Une politique tarifaire adaptée à chacune des zones
En ce qui concerne les prix, la mise en œuvre de ce nouveau plan de stationnement sera accompagnée d’une politique tarifaire adaptée à chacune des zones de stationnement évoquées, dont le vote est prévu durant les prochaines sessions du conseil de la ville.
Actuellement, un tarif unique et linéaire est appliqué sur toutes les places réglementées existantes (2 DH/h) ; aucune limite dans le temps n’est imposée dans ces zones ; les abonnements résidents et employés permettent de stationner sur l’ensemble des places réglementées ; et aucune différenciation dans l’affectation des places entre les différents types d’usagers n’est faite.
Une réglementation ferme pour les gardiens
Le volet des gardiens de voitures est le plus complexe à gérer, puisqu’il implique le recasement de plusieurs centaines de personnes qui, pour la plupart, ne le souhaitent pas.
Il implique également la modification de règles souvent tacites, mais fortement ancrées dans la culture locale, ce qui peut entraîner une certaine forme de défiance vis-à-vis de la politique visée et, potentiellement, des dégradations matérielles sur le matériel qui lui est lié.
Cette résistance au changement ne devra toutefois pas interférer dans l’évolution qui sera engagée, car il en va de l’intérêt général.

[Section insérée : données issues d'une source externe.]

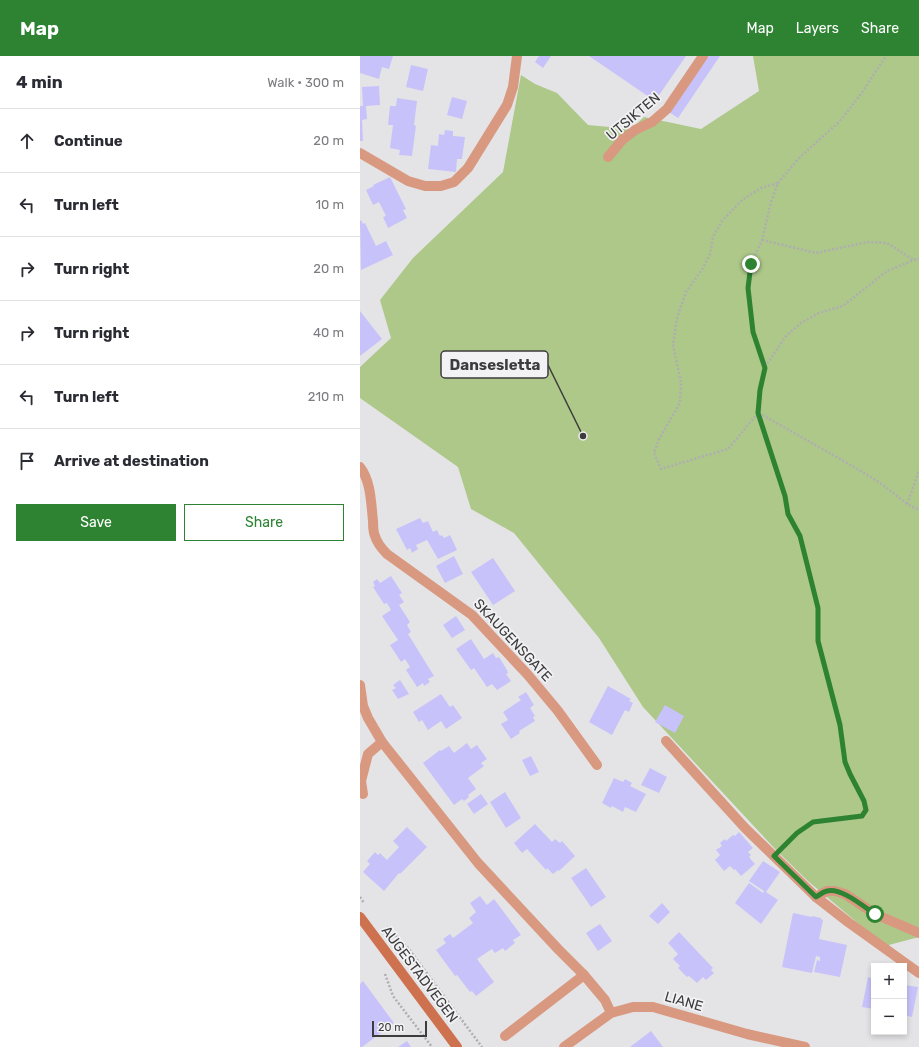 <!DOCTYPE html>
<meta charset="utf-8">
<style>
:root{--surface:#fff;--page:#f2f2f3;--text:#2b2b33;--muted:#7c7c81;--line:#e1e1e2;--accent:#2d8332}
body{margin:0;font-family:Rubik,sans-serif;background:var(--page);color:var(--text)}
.controls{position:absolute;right:12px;bottom:12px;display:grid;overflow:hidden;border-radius:0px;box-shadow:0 2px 6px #0003}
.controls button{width:36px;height:36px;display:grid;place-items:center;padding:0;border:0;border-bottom:1px solid var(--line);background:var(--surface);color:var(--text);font:20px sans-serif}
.scale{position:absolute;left:12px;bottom:10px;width:55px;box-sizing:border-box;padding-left:4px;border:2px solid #3c3c3d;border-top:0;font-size:11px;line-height:14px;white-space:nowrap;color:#3c3c3d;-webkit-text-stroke:3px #f2f2f4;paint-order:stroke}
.stop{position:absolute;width:12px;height:12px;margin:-9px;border:3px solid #2d8332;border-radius:50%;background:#fff}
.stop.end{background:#2d8332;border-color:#fff;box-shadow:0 1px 4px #0008}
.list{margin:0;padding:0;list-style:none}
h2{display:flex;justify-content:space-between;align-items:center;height:52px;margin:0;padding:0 16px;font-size:17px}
h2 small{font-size:13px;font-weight:400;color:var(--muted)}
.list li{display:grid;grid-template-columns:26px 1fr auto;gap:12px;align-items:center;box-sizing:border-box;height:64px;padding:0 16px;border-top:1px solid var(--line)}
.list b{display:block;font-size:15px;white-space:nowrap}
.list em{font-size:13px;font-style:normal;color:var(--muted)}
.actions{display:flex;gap:8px;padding:12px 16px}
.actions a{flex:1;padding:9px 0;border:1px solid var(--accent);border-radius:0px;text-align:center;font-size:14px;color:var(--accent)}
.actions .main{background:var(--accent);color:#fff}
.icon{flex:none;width:22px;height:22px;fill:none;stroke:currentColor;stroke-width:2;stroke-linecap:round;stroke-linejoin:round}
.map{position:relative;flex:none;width:559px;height:991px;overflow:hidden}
header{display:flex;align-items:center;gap:24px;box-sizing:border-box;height:56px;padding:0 20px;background:var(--accent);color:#fff}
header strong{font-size:19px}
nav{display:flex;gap:22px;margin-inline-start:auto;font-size:14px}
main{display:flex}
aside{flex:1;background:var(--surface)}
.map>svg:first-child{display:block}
</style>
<header>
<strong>Map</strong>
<nav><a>Map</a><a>Layers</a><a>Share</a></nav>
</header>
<main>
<aside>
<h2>4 min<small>Walk · 300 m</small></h2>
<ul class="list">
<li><svg class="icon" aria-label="ahead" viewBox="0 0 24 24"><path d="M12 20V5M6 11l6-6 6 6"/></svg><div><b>Continue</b></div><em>20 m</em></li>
<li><svg class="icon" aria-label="left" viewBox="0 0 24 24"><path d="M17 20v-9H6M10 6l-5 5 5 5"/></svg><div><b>Turn left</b></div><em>10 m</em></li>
<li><svg class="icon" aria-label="right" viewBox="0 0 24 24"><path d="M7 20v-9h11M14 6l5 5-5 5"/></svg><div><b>Turn right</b></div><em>20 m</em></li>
<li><svg class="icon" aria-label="right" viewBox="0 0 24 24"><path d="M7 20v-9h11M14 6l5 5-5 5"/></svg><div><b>Turn right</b></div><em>40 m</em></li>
<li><svg class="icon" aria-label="left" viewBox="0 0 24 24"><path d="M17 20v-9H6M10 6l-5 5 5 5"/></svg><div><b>Turn left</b></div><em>210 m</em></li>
<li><svg class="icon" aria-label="arrive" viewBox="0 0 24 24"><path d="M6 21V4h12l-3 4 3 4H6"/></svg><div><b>Arrive at destination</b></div></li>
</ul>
<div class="actions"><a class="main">Save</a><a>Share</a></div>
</aside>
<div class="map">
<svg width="559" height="991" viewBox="0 0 559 991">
<rect width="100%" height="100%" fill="#e4e4e7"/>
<path fill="#adc889" d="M393 0H559V881L525 890 449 826 417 795 283 651 239 582 154 477 111 453 98 411 0 342V311L31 282 20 244 53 202 143 116 161 19 175 28 197 37 228 69 271 73 284 61 341 73 399 35Z"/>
<path fill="#c7c2f9" d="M0 0H33L29 13 22 11 19 23 0 17Z
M179 0H191L183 12 175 6Z
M229 0H326L295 45Z
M347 0H360L318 62 309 56Z
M51 9 68 13 63 35 46 31Z
M19 30 20 49 6 50 7 63 2 64 3 85H0V50H3L2 31Z
M92 41 107 45 102 63 87 59Z
M37 42 57 45 54 69 56 70 52 100 39 99 40 94 30 92 33 69H28L30 50H36Z
M85 74 93 75V80L105 81 102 103H97L96 116 68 113 71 89 78 90 79 78 84 79Z
M30 121 46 153 43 154 47 162 28 172 23 161 26 160 19 146 13 149 6 134 14 130 13 129Z
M1 164 3 168 5 167 16 190 26 185 33 199 1 214 0 165Z
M0 255 22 283 0 300Z
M60 462 63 467 68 465 73 476 77 474 80 480 82 479 84 482 90 479 97 494 78 503 67 484 56 489 58 493 52 497 50 492 47 494 36 473Z
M94 500 103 518 85 527 76 510Z
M133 502 155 535 133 549 111 516Z
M31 520 42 537 39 539 44 546 39 549 50 566 47 569 51 576 48 578 74 620 68 623 70 626 64 630 63 627 57 631 46 614 50 611 45 603 41 606 30 589 38 584 22 560 31 554 27 547 24 548 13 531 15 530 13 526 17 523 20 527Z
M96 560 105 574 92 582 83 569Z
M111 583 124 603 133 597 136 602 139 601 147 614 148 617 146 618 151 625 137 634 132 628 127 631 114 612 111 614 96 593Z
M40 624 49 638 38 643 32 634 36 632 33 629Z
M248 630 271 643 269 645 273 647 269 656 265 654 252 679 229 666Z
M166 636 174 649 170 652 175 660 173 661 175 665 159 675 160 677 151 683 141 668 148 664 143 656 161 644 158 641Z
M81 638 90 651 93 649 102 662 86 673 81 665 68 674 62 664 59 666 53 656Z
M305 649 324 660 315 677 295 666Z
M107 687 111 693 117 689 127 703 121 707 124 710 108 722 116 733 108 739 109 741 104 745 102 743 94 749 63 707 80 694 81 695 89 690 94 697Z
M171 700 179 716 170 720 162 704Z
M290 712 307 721 299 737 281 729Z
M254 722 263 726 265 723 272 727 270 730 286 738 276 756 265 751 263 756 252 750 251 752 242 747Z
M145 736 161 762 146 772 130 746Z
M121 738 128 748 114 758 107 748Z
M175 768 192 786 195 783 200 787 202 785 215 800 199 815 198 814 193 818 187 812 186 814 167 793 162 797 154 787Z
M47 771 67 791 40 818 39 817 24 835 3 816 10 808 7 805 15 796 18 799 20 797 27 804 39 791 33 785Z
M379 776 393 792 388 796 391 799 389 801 395 808 381 820 375 813 374 814 370 810 364 815 355 804 360 799 356 794 362 790 360 787 365 783 366 785 373 779 375 780Z
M403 805 420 816 406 836 418 844 401 868 375 847 389 827 403 837 404 835 389 825Z
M226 812 246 841 231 851 211 822Z
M120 840 127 849 134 843 161 879 153 884 155 887 145 895 143 892 135 897 132 893 117 903 134 926 116 940 112 935 110 936 97 919 95 920 76 894 86 887 83 883 90 878 93 882 113 867 109 862 116 856 110 847Z
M302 847 310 856 298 868 289 860Z
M433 857 452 861V860L461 862V863L463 864 459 883 487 889 480 921 454 916 457 904 460 905V901L456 900 452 917 422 911Z
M240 868 252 885 238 895 226 877Z
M319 876 353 912 351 914 354 917 346 924 343 921 337 927 329 920 327 921 318 912 320 910 313 903 318 898 308 887Z
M508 921 514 923V953L502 951Z
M3 925 34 967 2 991H0V928Z
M544 929 558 931 552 961 544 959Z
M291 975 303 991H270Z
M47 985 51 991H38Z"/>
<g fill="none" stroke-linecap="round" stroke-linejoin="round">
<path stroke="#aeaeb1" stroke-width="2.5" stroke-dasharray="2 2" stroke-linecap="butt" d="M402 184 456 197 508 186 527 187 554 204
M405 311 426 280 441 267 459 257 483 250 527 215 554 204 559 203
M398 357 368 393 301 413 294 397 299 383 320 347 321 326 313 289 317 262 326 236 343 212 350 198 353 181 362 165 382 144 401 132 418 127
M399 357 501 415 523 429 547 448 559 454
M547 448 559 415
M423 791 437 777 453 766 502 760 506 754 505 745 490 718 485 706 480 669 458 585V552L440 480 428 458 425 439 399 357 400 334 405 312 393 276 388 232 391 208 402 184 411 146 418 127 439 102 479 66 501 38 526 0
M0 841 4 847
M27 871 48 892 122 991
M25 918 33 940 72 991"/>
<path stroke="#d99981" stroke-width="10" d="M3 738 1 725 8 698 22 686
M456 841 467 835H475L485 838 515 858 559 877
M145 980 224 919"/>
<path stroke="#d99981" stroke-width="10" d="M0 97 48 125 65 130H81L94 126 108 112 147 49 153 31 157 0
M248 101 262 84 275 74 292 66 307 53 343 0
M0 411C11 425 11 447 13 465 13 470 13 476 15 480 17 487 22 493 27 498L112 559 168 619 198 655 237 709
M0 629 3 650 8 662 22 686 118 807 198 893 224 919 245 944 251 957
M306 685 385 772 456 841 488 866 559 917
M204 991 251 957 273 951H293L387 978 445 991"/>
<path stroke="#ce714e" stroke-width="10" d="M0 861 97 991"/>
</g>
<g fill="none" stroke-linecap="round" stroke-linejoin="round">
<path stroke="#2d8332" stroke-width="5" d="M391 208 388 232 393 276 405 312 400 334 398 357 425 440 428 458 440 480 458 552V585L480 669 485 706 490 718 504 745 506 754 502 760 453 766 437 777 414 800 456 841C459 839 463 836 467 835 481 831 504 851 515 858"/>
</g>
<g text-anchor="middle" stroke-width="3.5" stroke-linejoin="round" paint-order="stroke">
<g font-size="14" fill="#3c3c3d" stroke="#f2f2f4">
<text transform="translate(273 60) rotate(-40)" y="5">UTSIKTEN</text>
<text transform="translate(153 584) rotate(47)" y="5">SKAUGENSGATE</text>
<text transform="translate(60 918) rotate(53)" y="5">AUGESTADVEGEN</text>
<text transform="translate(324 945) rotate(16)" y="5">LIANE</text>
</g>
</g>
<path fill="none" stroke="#3c3c3d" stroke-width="1.5" d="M223 380L188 309"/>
<circle fill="#3c3c3d" stroke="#f2f2f4" stroke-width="1.5" cx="223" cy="380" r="4"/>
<rect fill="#f2f2f4" stroke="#3c3c3d" stroke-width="1.5" x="81" y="295" width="107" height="27" rx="4"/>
<g font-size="15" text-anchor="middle" font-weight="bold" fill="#3c3c3d">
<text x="135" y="314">Dansesletta</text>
</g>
</svg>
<div class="controls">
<button>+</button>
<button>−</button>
</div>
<div class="scale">20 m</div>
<div class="stop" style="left:515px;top:858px"></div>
<div class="stop end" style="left:391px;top:208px"></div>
</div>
</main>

Pour structurer l’activité de ces derniers, la commune prévoit ainsi :
- la mise en place de badges incluant leur nom et leur zone d’affectation ;
- la création d’un uniforme unique ;
- une signalisation différente des différents types de places de stationnement : stationnement réglementé (horodateurs) et non réglementé (gardiens) ;
- la création de numéros verts visibles au niveau des zones de stationnement afin de faciliter les réclamations et suggestions des usagers ;
- l’indication claire des prix de stationnement et des amendes pour chacune des zones.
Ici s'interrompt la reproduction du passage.